Les Tuanpai, anciens membres de la Ligue des jeunesses communistes, construisent
leur parcours eux-mêmes, comme Hu Jintao, ingénieur repéré
par Deng Xiaoping, alors que les Princelings sont des héritiers,
les descendants de hauts dirigeants communistes du passé, comme Xi Jinping,
nouveau président, dont le père a été vice-président
de l'Assemblée populaire et vice-Premier ministre. Les seconds semblent
aujourd'hui revenir au premier rang
Mais au-delà de cet intérêt géopolitique, c'est
aussi un roman qui fait peur, vraiment peur ! Pas pour le sang ou la violence
physique mais pour les manipulations financières monstrueuses qui pourraient
ravager comme un tsunami le très instable système économique
mondial. Philippe Dessertine, directeur de l'Institut de haute finance et auteur
de trois ouvrages sur la crise et l'économie mondiale, signe ici une
"fiction" aux révélations terrifiantes. Tout commence en février 2012, dans le consulat américain de
la ville de Chengdu où un policier chinois, Wang Lijun vient se réfugier
et négocier son asile politique aux États-Unis contre de très
nombreux et accablants documents mettant à jour une formidable opération
financière en cours d'élaboration dont les effets seraient dévastateurs
pour les États-Unis et le reste du monde. Le consul étant en déplacement aux Etats-Unis, c'est Ann Robertson,
la vice-consul, qui le reçoit et va mener cette négociation pendant
trente heures, aidée par son assistante d'origine mongole, Wei Xu, et
en liaison permanente avec Washington et l' ambassadeur américain à
Pékin. Les oreillettes et multiples écrans sont branchés
en accord avec le policier chinois dont les révélations sont contrôlées
en temps réel par les spécialistes des services secrets sous la
direction d'Hillary Clinton, la secrétaire d'état, qui en informe
régulièrement Barack Obama. Tout le roman est constitué par cette "conversation" entre
Wang Lijun et Ann Robertson et les documents qu'il sort peu à peu de
son attaché-case, sous forme de disques durs aussitôt lus et analysés
par les ordinateurs. Wang Lijun met surtout en lumière l'existence et le fonctionnement d'une
maffia, Audace de l'argent, émanation de la collusion entre le
pouvoir et les diverses triades. "Elle a compris que les profits traditionnels
tirés de la corruption dans les domaines du jeu, de la prostitution et
de la drogue ne sont rien auprès de ceux que rapporte l'économie
réelle. Tant qu'à construire une toile d'araignée, autant
choisir de capturer les plus grosses proies. Par conséquent, Audace de
l'Argent a décidé de se focaliser sur la véritable arme
absolue du monde contemporain : la finance. Ses dirigeants ont observé
les derniers événements et en ont tiré de précieux
enseignements. Oui, la finance peut à elle seule faire exploser le monde;
oui, la finance peut détourner la plus grande part des profits réalisés
dans la plupart des grandes activités ; oui, la finance dispose d'assez
de relais pour imposer ses vues aux politiciens des grandes démocraties.

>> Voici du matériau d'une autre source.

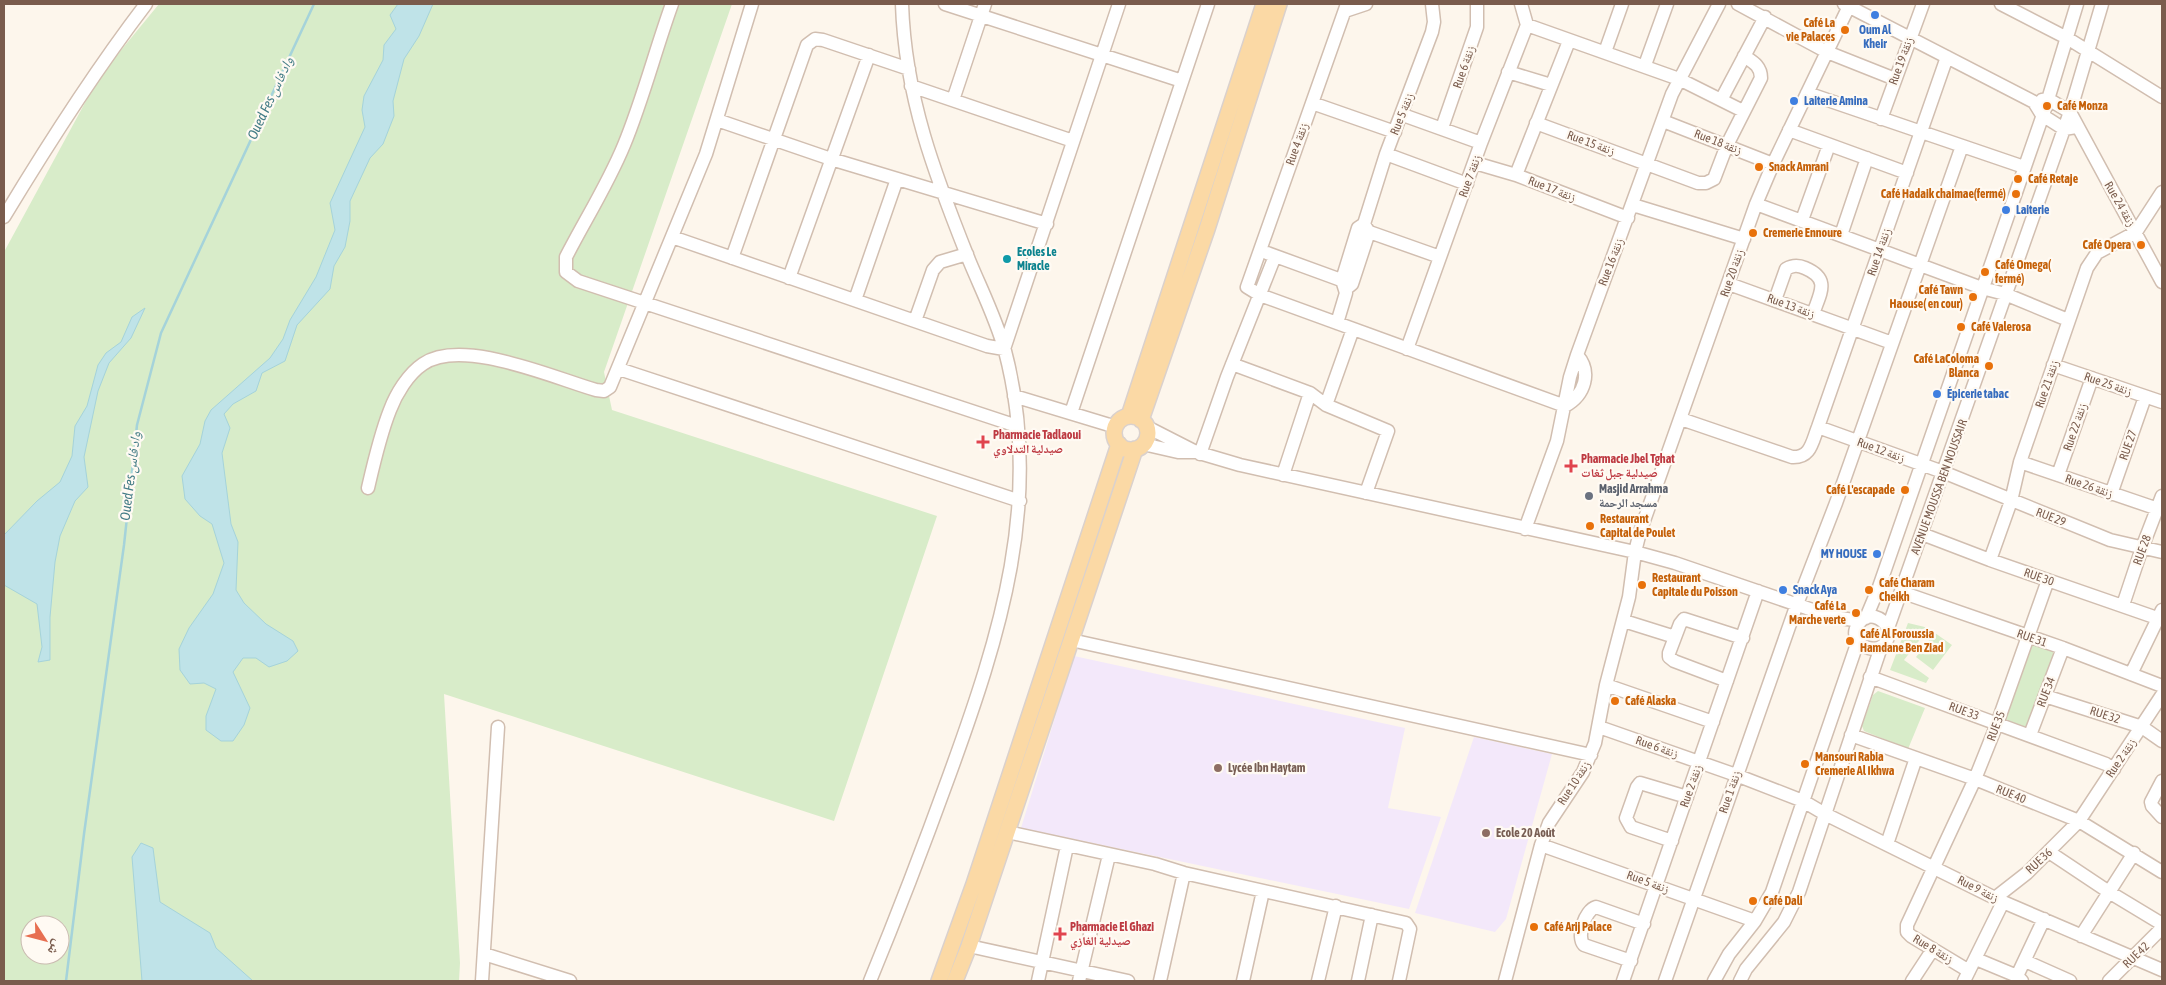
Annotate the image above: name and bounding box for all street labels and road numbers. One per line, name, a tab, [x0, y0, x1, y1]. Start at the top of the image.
street label: Rue 19 زنقة	[1886, 35, 1916, 87]
street label: Rue 6 زنقة	[1450, 43, 1478, 90]
street label: Rue 5 زنقة	[1387, 91, 1417, 137]
street label: Rue 4 زنقة	[1283, 121, 1311, 167]
street label: Rue 18 زنقة	[1692, 127, 1744, 158]
street label: Rue 15 زنقة	[1565, 128, 1617, 158]
street label: Rue 7 زنقة	[1456, 153, 1484, 199]
street label: Rue 17 زنقة	[1526, 174, 1578, 205]
street label: Rue 24 زنقة	[2101, 179, 2139, 229]
street label: Rue 14 زنقة	[1864, 226, 1894, 278]
street label: Rue 16 زنقة	[1596, 236, 1627, 288]
street label: Rue 20 زنقة	[1717, 247, 1747, 299]
street label: Rue 13 زنقة	[1765, 291, 1817, 321]
street label: Rue 21 زنقة	[2032, 358, 2062, 410]
street label: Rue 25 زنقة	[2082, 369, 2134, 399]
street label: Rue 22 زنقة	[2060, 401, 2090, 453]
street label: AVENUE MOUSSA BEN NOUSSAIR	[1908, 417, 1970, 557]
street label: RUE 27	[2116, 428, 2140, 462]
street label: Rue 12 زنقة	[1855, 435, 1907, 465]
street label: Rue 26 زنقة	[2063, 471, 2115, 501]
street label: RUE 29	[2034, 505, 2068, 529]
street label: RUE 28	[2130, 533, 2154, 567]
street label: RUE 30	[2022, 565, 2056, 589]
street label: RUE 31	[2015, 626, 2049, 650]
street label: RUE 34	[2034, 675, 2058, 709]
street label: RUE 33	[1947, 699, 1981, 723]
street label: RUE 32	[2088, 704, 2122, 726]
street label: RUE 35	[1984, 709, 2008, 743]
street label: Rue 6 زنقة	[1634, 733, 1681, 761]
street label: Rue 2 زنقة	[2103, 735, 2139, 780]
street label: Rue 10 زنقة	[1555, 758, 1594, 808]
street label: Rue 2 زنقة	[1677, 762, 1705, 809]
street label: Rue 1 زنقة	[1716, 768, 1744, 815]
street label: RUE 40	[1994, 782, 2028, 806]
street label: RUE 36	[2023, 845, 2055, 877]
street label: Rue 5 زنقة	[1625, 868, 1671, 896]
street label: Rue 9 زنقة	[1955, 873, 2001, 905]
street label: Rue 8 زنقة	[1910, 932, 1956, 967]
street label: RUE 42	[2120, 939, 2152, 971]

La triade en a conclu qu'il était pertinent d'attaquer de front ce terrain
jusqu'ici considéré comme accessoire. Ses avancées sont
foudroyantes, je vais vous le montrer. Et à partir de cette rampe de
lancement, Audace de l'Argent a déjà commencé l'offensive
suivante, en plaçant ses hommes au plus haut des postes de décision.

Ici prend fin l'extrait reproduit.